YOUR TASK — For the word "Format", return each line of the data in which it occurs.

RECORDS SHOWN —
-*-

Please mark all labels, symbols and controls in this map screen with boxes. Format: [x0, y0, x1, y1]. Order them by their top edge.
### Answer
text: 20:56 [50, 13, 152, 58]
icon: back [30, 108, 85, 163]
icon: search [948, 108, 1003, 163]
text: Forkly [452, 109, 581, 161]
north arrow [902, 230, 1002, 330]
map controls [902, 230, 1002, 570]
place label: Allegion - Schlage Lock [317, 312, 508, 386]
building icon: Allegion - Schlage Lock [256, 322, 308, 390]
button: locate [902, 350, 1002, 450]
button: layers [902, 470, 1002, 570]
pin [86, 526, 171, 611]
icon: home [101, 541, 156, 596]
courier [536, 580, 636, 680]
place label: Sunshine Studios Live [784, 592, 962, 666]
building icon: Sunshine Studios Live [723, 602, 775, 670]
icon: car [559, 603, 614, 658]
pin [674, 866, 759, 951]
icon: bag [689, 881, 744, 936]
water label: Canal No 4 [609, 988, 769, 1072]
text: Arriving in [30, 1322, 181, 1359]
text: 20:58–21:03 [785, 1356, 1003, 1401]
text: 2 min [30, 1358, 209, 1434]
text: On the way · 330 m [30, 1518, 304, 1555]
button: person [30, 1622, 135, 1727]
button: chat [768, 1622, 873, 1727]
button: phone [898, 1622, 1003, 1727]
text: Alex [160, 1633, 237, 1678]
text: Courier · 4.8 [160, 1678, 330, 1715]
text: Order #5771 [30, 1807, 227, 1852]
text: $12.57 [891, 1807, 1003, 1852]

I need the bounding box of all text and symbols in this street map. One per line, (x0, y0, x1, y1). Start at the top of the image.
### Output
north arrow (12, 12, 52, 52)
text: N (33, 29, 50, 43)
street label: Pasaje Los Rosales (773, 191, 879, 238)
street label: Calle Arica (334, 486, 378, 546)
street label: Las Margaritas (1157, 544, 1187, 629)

-*-

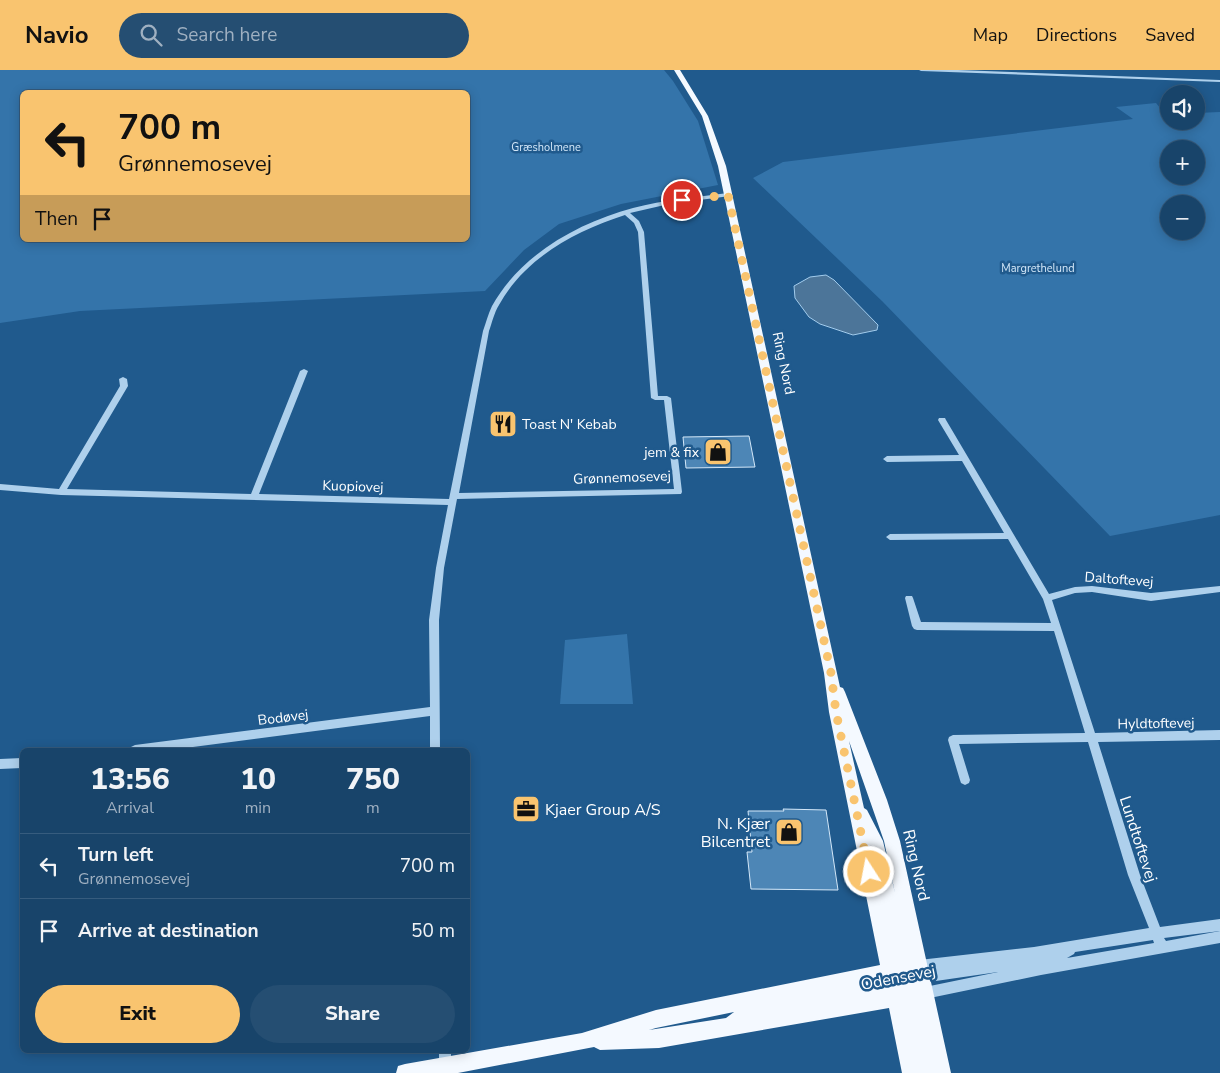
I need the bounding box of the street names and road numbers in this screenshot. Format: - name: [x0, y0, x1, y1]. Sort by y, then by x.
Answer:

-*-

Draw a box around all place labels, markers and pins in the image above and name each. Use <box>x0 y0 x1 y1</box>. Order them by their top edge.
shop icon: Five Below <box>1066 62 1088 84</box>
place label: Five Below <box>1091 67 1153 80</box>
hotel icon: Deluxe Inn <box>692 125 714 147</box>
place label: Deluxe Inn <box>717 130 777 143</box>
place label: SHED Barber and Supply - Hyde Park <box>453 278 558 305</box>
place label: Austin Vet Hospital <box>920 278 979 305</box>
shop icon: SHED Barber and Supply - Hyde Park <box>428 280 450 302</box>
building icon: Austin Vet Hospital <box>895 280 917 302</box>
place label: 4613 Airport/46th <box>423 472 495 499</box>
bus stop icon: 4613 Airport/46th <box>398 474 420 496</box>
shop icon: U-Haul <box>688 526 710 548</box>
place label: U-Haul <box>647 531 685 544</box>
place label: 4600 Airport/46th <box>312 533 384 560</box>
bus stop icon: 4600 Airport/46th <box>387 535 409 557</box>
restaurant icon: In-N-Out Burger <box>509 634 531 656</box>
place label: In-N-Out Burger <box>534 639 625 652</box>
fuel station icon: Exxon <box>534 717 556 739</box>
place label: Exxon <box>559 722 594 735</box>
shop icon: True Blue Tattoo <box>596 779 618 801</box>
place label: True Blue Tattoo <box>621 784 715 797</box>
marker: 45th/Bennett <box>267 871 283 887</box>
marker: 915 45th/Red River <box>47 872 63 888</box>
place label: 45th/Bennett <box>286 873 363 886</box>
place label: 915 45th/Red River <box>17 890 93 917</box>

-*-

WORKED SOLUTION —
Please mark all labels, symbols and controls in this map screen with boxes. Format: [x0, y0, x1, y1]. Order them by their top edge.
I need the bounding box of the street names and road numbers in this screenshot. Format: - name: [x0, y0, x1, y1]. Sort by y, then by x.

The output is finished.